ENTRIES PROVIDED section start

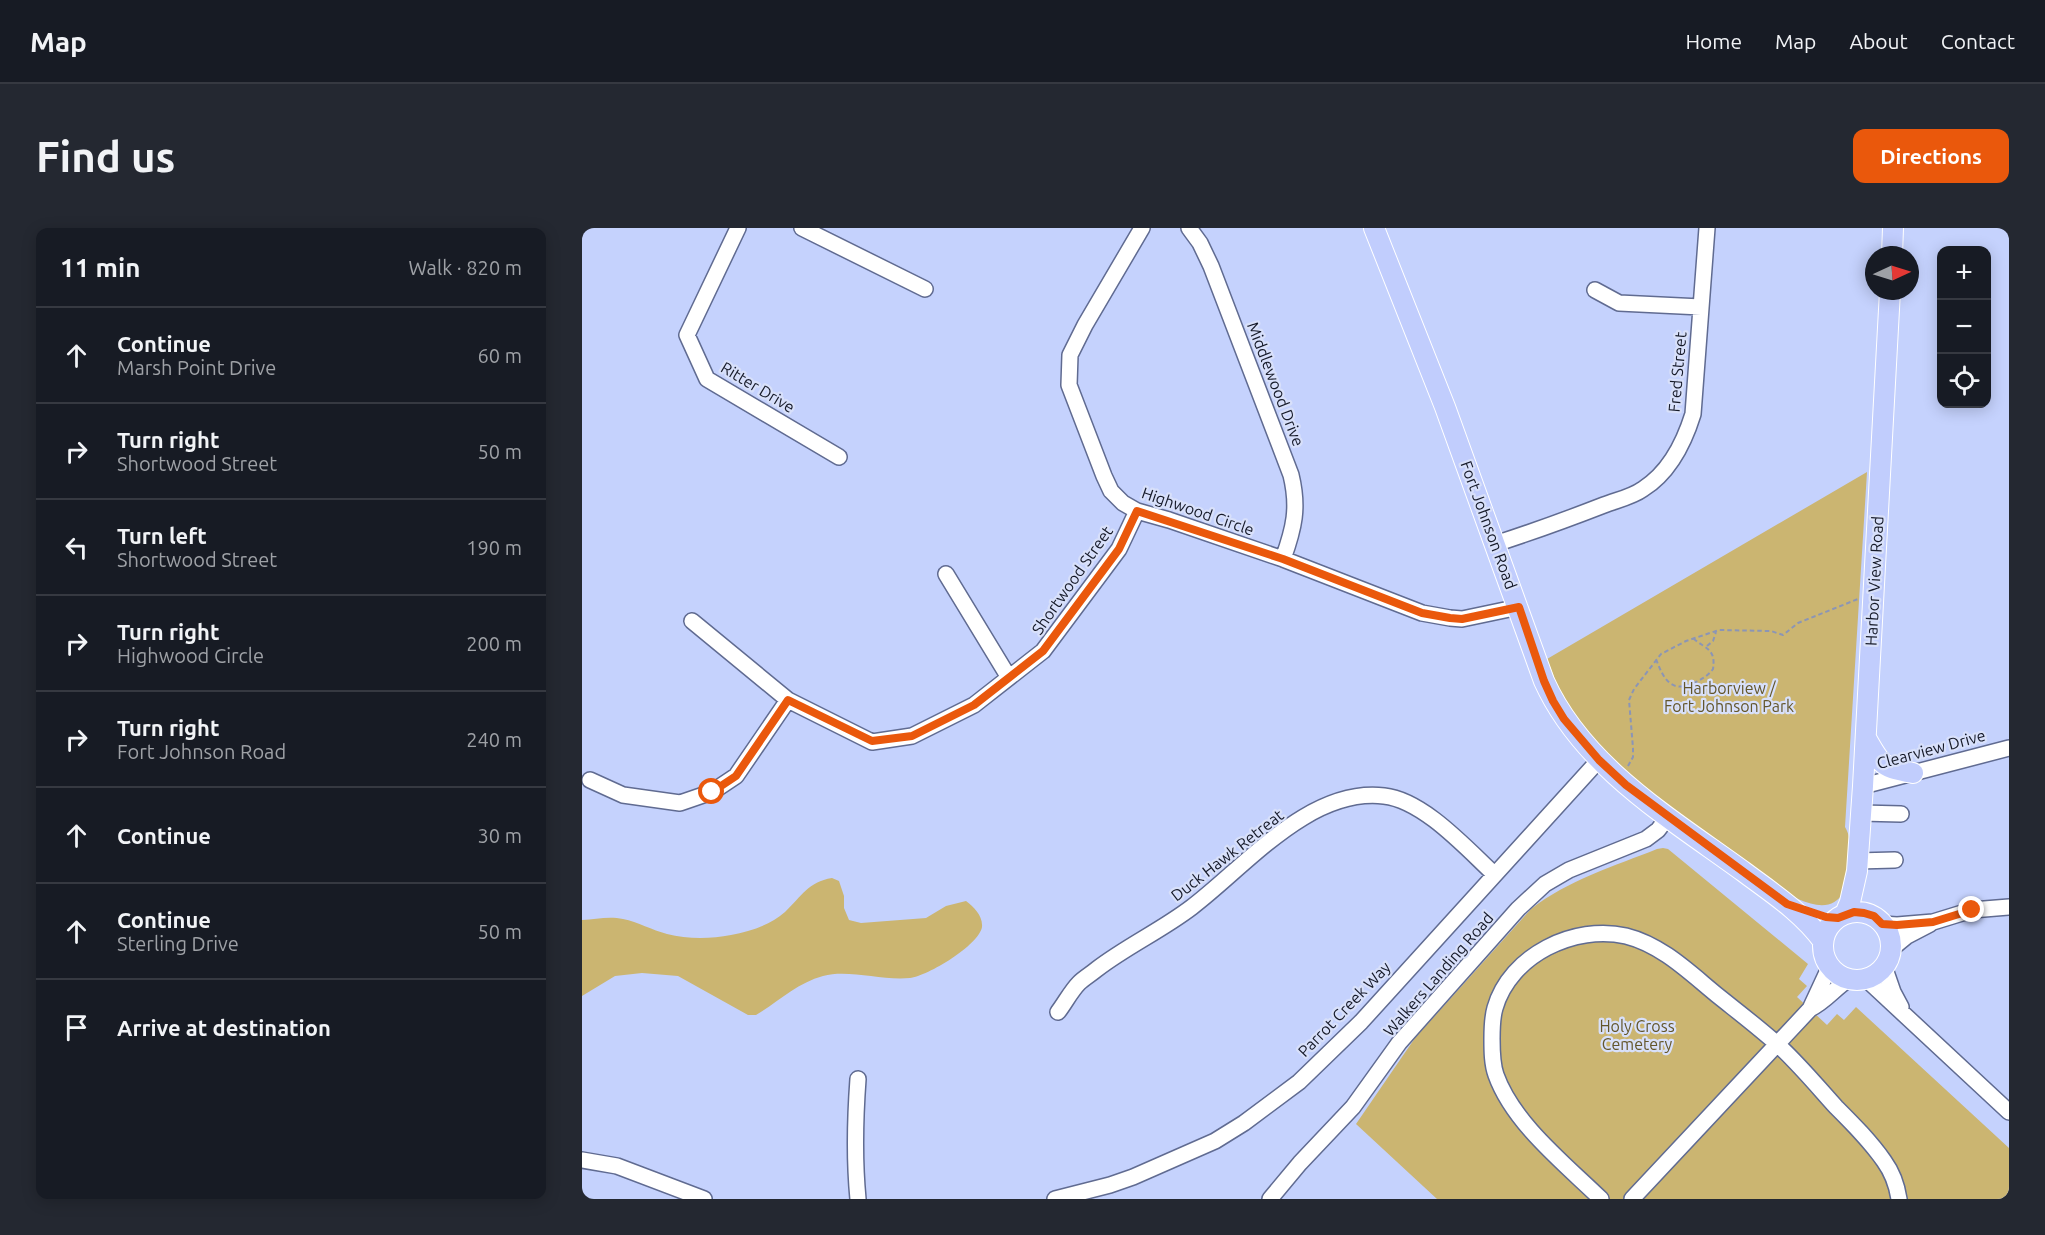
<!DOCTYPE html>
<meta charset="utf-8">
<style>
:root{--surface:#171b24;--page:#242831;--text:#f1f3f6;--muted:#9ea1a6;--line:#363941;--accent:#ea580c}
body{margin:0;font-family:Ubuntu,sans-serif;background:var(--page);color:var(--text)}
.controls{position:absolute;right:18px;top:18px;display:grid;overflow:hidden;border-radius:12px;box-shadow:0 3px 15px #0003}
.controls button{width:54px;height:54px;display:grid;place-items:center;padding:0;border:0;border-bottom:2px solid var(--line);background:var(--surface);color:var(--text);font:30px sans-serif}
.compass{position:absolute;left:1283px;top:18px;width:54px;height:54px;border-radius:50%;background:var(--surface);box-shadow:0 3px 15px #0003;rotate:86deg}
.stop{position:absolute;width:18px;height:18px;margin:-14px;border:4px solid #ea580c;border-radius:50%;background:#fff}
.stop.end{background:#ea580c;border-color:#fff;box-shadow:0 2px 6px #0008}
.list{margin:0;padding:0;list-style:none}
h2{display:flex;justify-content:space-between;align-items:center;height:78px;margin:0;padding:0 24px;font-size:26px}
h2 small{font-size:20px;font-weight:400;color:var(--muted)}
.list li{display:grid;grid-template-columns:39px 1fr auto;gap:18px;align-items:center;box-sizing:border-box;height:96px;padding:0 24px;border-top:2px solid var(--line)}
.list b{display:block;font-size:22px;white-space:nowrap}
.list p{margin:0;font-size:20px;white-space:nowrap;color:var(--muted)}
.list em{font-size:20px;font-style:normal;color:var(--muted)}
.icon{flex:none;width:33px;height:33px;fill:none;stroke:currentColor;stroke-width:2;stroke-linecap:round;stroke-linejoin:round}
.map{position:relative;flex:none;width:1427px;height:971px;overflow:hidden;border-radius:12px}
header{display:flex;align-items:center;gap:36px;box-sizing:border-box;height:84px;padding:0 30px;background:var(--surface);border-bottom:2px solid var(--line)}
header strong{font-size:28px}
nav{display:flex;gap:33px;margin-inline-start:auto;font-size:21px}
.intro{display:flex;align-items:center;justify-content:space-between;box-sizing:border-box;height:144px;padding:0 36px}
h1{margin:0;font-size:42px}
.button{padding:15px 27px;border-radius:12px;background:var(--accent);color:#fff;font-size:21px;font-weight:700}
main{display:flex;gap:36px;padding:0 36px}
aside{flex:1;background:var(--surface);border-radius:12px;box-shadow:0 3px 15px #0003}
.map>svg:first-child{display:block}
</style>
<header>
<strong>Map</strong>
<nav><a>Home</a><a>Map</a><a>About</a><a>Contact</a></nav>
</header>
<div class="intro"><h1>Find us</h1><a class="button">Directions</a></div>
<main>
<aside>
<h2>11 min<small>Walk · 820 m</small></h2>
<ul class="list">
<li><svg class="icon" aria-label="ahead" viewBox="0 0 24 24"><path d="M12 20V5M6 11l6-6 6 6"/></svg><div><b>Continue</b><p>Marsh Point Drive</p></div><em>60 m</em></li>
<li><svg class="icon" aria-label="right" viewBox="0 0 24 24"><path d="M7 20v-9h11M14 6l5 5-5 5"/></svg><div><b>Turn right</b><p>Shortwood Street</p></div><em>50 m</em></li>
<li><svg class="icon" aria-label="left" viewBox="0 0 24 24"><path d="M17 20v-9H6M10 6l-5 5 5 5"/></svg><div><b>Turn left</b><p>Shortwood Street</p></div><em>190 m</em></li>
<li><svg class="icon" aria-label="right" viewBox="0 0 24 24"><path d="M7 20v-9h11M14 6l5 5-5 5"/></svg><div><b>Turn right</b><p>Highwood Circle</p></div><em>200 m</em></li>
<li><svg class="icon" aria-label="right" viewBox="0 0 24 24"><path d="M7 20v-9h11M14 6l5 5-5 5"/></svg><div><b>Turn right</b><p>Fort Johnson Road</p></div><em>240 m</em></li>
<li><svg class="icon" aria-label="ahead" viewBox="0 0 24 24"><path d="M12 20V5M6 11l6-6 6 6"/></svg><div><b>Continue</b></div><em>30 m</em></li>
<li><svg class="icon" aria-label="ahead" viewBox="0 0 24 24"><path d="M12 20V5M6 11l6-6 6 6"/></svg><div><b>Continue</b><p>Sterling Drive</p></div><em>50 m</em></li>
<li><svg class="icon" aria-label="arrive" viewBox="0 0 24 24"><path d="M6 21V4h12l-3 4 3 4H6"/></svg><div><b>Arrive at destination</b></div></li>
</ul>
</aside>
<div class="map">
<svg width="1427" height="971" viewBox="0 0 1427 971">
<rect width="100%" height="100%" fill="#c5d2fd"/>
<path fill="#cbb571" d="M1285 244 1263 599C1270 611 1268 621 1267 635 1266 644 1267 655 1262 663 1247 693 1210 668 1191 657L1051 551 1022 525 998 498 978 464 965 431Z
M1081 620 1086 621 1226 736 1217 751 1225 758 1215 769 1245 797 1255 786 1262 792 1274 779 1427 920V971H855L774 896 833 810 949 681C986 652 1033 638 1075 621Z
M250 650 257 653 262 668V680L267 692 279 695 344 690 364 678 384 673C392 679 401 688 400 699 397 717 346 748 328 750 300 753 267 741 241 748 215 755 196 774 174 787H166L96 748 60 745 33 748 0 768V692C14 691 28 688 41 691 56 694 70 702 85 706 105 711 128 711 149 707 169 703 188 697 203 684 220 668 226 654 250 650Z"/>
<g fill="none" stroke-linecap="round" stroke-linejoin="round">
<defs>
<path id="minor" d="M156 0 105 107 125 151 257 229
M220 0 343 61
M560 0 503 97 488 127 487 157 522 248 529 263 541 275 555 283 587 292 701 331 840 385 868 390 880 391 937 379
M607 0 618 15 629 38 709 247C717 280 712 300 701 331
M1013 62 1037 75 1119 79
M913 316C950 304 986 291 1022 277 1035 272 1050 269 1061 261 1088 244 1102 215 1111 186L1125 0
M364 346 426 448
M110 393 206 472 290 514 330 508 392 477 461 423 537 321 555 283
M8 552 41 567 98 575 130 564 154 548 206 472
M1281 558 1427 520
M1279 585 1319 586
M1275 633 1313 632
M1300 696 1315 697 1351 694 1390 682 1427 679
M1308 722 1325 708 1348 696
M1302 738 1311 764 1319 779
M1283 750 1427 884
M1228 781 1248 738
M476 784C483 775 489 763 497 755 502 750 509 746 515 741 545 718 580 702 610 679 664 638 728 559 802 568 841 572 884 620 912 646
M276 851C273 892 272 930 276 971
M0 932 35 938 122 971
M473 971 528 957 551 949 633 913 662 895 717 854 779 794 1017 532
M688 971 718 935 771 879 817 815 936 681 963 656 987 642 1064 611 1076 602 1086 589
M1019 971C983 936 931 895 914 847 910 836 910 823 910 811 910 801 910 790 913 780 928 727 993 696 1044 708 1080 717 1108 745 1135 767 1155 783 1176 799 1195 816 1216 835 1235 858 1254 879 1271 896 1288 913 1302 933 1310 944 1315 958 1317 971
M1050 971 1228 781C1244 773 1252 761 1267 751"/>
<path id="major" d="M792 0 863 179 962 453C1001 539 1088 590 1162 644 1190 665 1220 684 1241 713
M1310 27 1311 0
M1284 510C1300 538 1299 539 1331 545
M1241 718a34 34 0 1 1 68 0a34 34 0 1 1-68 0Z
M1263 686 1268 674 1275 643 1281 558 1308 63"/>
</defs>
<use href="#minor" stroke="#606b91" stroke-width="18"/>
<use href="#major" stroke="#fff" stroke-width="22"/>
<path stroke="#8b95b6" stroke-width="2" stroke-dasharray="4.5 3" stroke-linecap="butt" d="M1125 418 1131 413 1134 404
M1074 431C1081 450 1089 466 1112 455 1120 451 1126 448 1131 441 1134 421 1124 421 1112 411
M1046 538 1051 529V520L1047 472 1052 461 1079 426 1104 413 1137 402 1189 403 1201 407 1216 395 1276 371"/>
<use href="#minor" stroke="#fff" stroke-width="15"/>
<use href="#major" stroke="#c1cdfd" stroke-width="20"/>
</g>
<g fill="none" stroke-linecap="round" stroke-linejoin="round">
<path stroke="#ea580c" stroke-width="8" d="M130 564 154 548 206 472 290 513 330 508 392 477 461 423 537 321 555 283 701 331 840 385 868 390 880 391 937 379 962 453 971 473 982 491 1017 532 1044 557 1205 676 1244 689 1256 690 1272 684 1282 685 1292 688 1300 696 1315 697 1351 694 1390 682"/>
</g>
<g text-anchor="middle" stroke-width="4.5" stroke-linejoin="round" paint-order="stroke">
<g font-size="16" fill="#151928" stroke="#d8e0fa">
<text transform="translate(1095 144) rotate(-85)" y="6">Fred Street</text>
<text transform="translate(694 156) rotate(69)" y="6">Middlewood Drive</text>
<text transform="translate(176 159) rotate(31)" y="6">Ritter Drive</text>
<text transform="translate(616 283) rotate(19)" y="6">Highwood Circle</text>
<text transform="translate(907 297) rotate(70)" y="6">Fort Johnson Road</text>
<text transform="translate(490 352) rotate(-55)" y="6">Shortwood Street</text>
<text transform="translate(1292 353) rotate(-87)" y="6">Harbor View Road</text>
<text transform="translate(1349 521) rotate(-15)" y="6">Clearview Drive</text>
<text transform="translate(645 627) rotate(-38)" y="6">Duck Hawk Retreat</text>
<text transform="translate(856 746) rotate(-49)" y="6">Walkers Landing Road</text>
<text transform="translate(762 781) rotate(-46)" y="6">Parrot Creek Way</text>
</g>
<g font-size="16" fill="#63562b" stroke="#d8e0fa">
<text x="1147" y="466">Harborview /<tspan x="1147" dy="18">Fort Johnson Park</tspan></text>
<text x="1055" y="804">Holy Cross<tspan x="1055" dy="18">Cemetery</tspan></text>
</g>
</g>
</svg>
<div class="controls">
<button>+</button>
<button>−</button>
<button><svg class="icon" aria-label="locate" viewBox="0 0 24 24"><circle cx="12" cy="12" r="6"/><path d="M12 2v4M12 18v4M2 12h4M18 12h4"/></svg></button>
</div>
<svg class="compass" viewBox="-18 -18 36 36"><path d="M0-13l5 13h-10z" fill="#e53935"/><path d="M0 13l5-13h-10z" fill="#9ea1a6"/></svg>
<div class="stop" style="left:130px;top:564px"></div>
<div class="stop end" style="left:1390px;top:682px"></div>
</div>
</main>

ENTRIES PROVIDED section end

Filter the entries and copy out every line with the word "border".

> **TASK SOLUTION**:
.controls{position:absolute;right:18px;top:18px;display:grid;overflow:hidden;border-radius:12px;box-shadow:0 3px 15px #0003}
.controls button{width:54px;height:54px;display:grid;place-items:center;padding:0;border:0;border-bottom:2px solid var(--line);background:var(--surface);color:var(--text);font:30px sans-serif}
.compass{position:absolute;left:1283px;top:18px;width:54px;height:54px;border-radius:50%;background:var(--surface);box-shadow:0 3px 15px #0003;rotate:86deg}
.stop{position:absolute;width:18px;height:18px;margin:-14px;border:4px solid #ea580c;border-radius:50%;background:#fff}
.stop.end{background:#ea580c;border-color:#fff;box-shadow:0 2px 6px #0008}
.list li{display:grid;grid-template-columns:39px 1fr auto;gap:18px;align-items:center;box-sizing:border-box;height:96px;padding:0 24px;border-top:2px solid var(--line)}
.map{position:relative;flex:none;width:1427px;height:971px;overflow:hidden;border-radius:12px}
header{display:flex;align-items:center;gap:36px;box-sizing:border-box;height:84px;padding:0 30px;background:var(--surface);border-bottom:2px solid var(--line)}
.intro{display:flex;align-items:center;justify-content:space-between;box-sizing:border-box;height:144px;padding:0 36px}
.button{padding:15px 27px;border-radius:12px;background:var(--accent);color:#fff;font-size:21px;font-weight:700}
aside{flex:1;background:var(--surface);border-radius:12px;box-shadow:0 3px 15px #0003}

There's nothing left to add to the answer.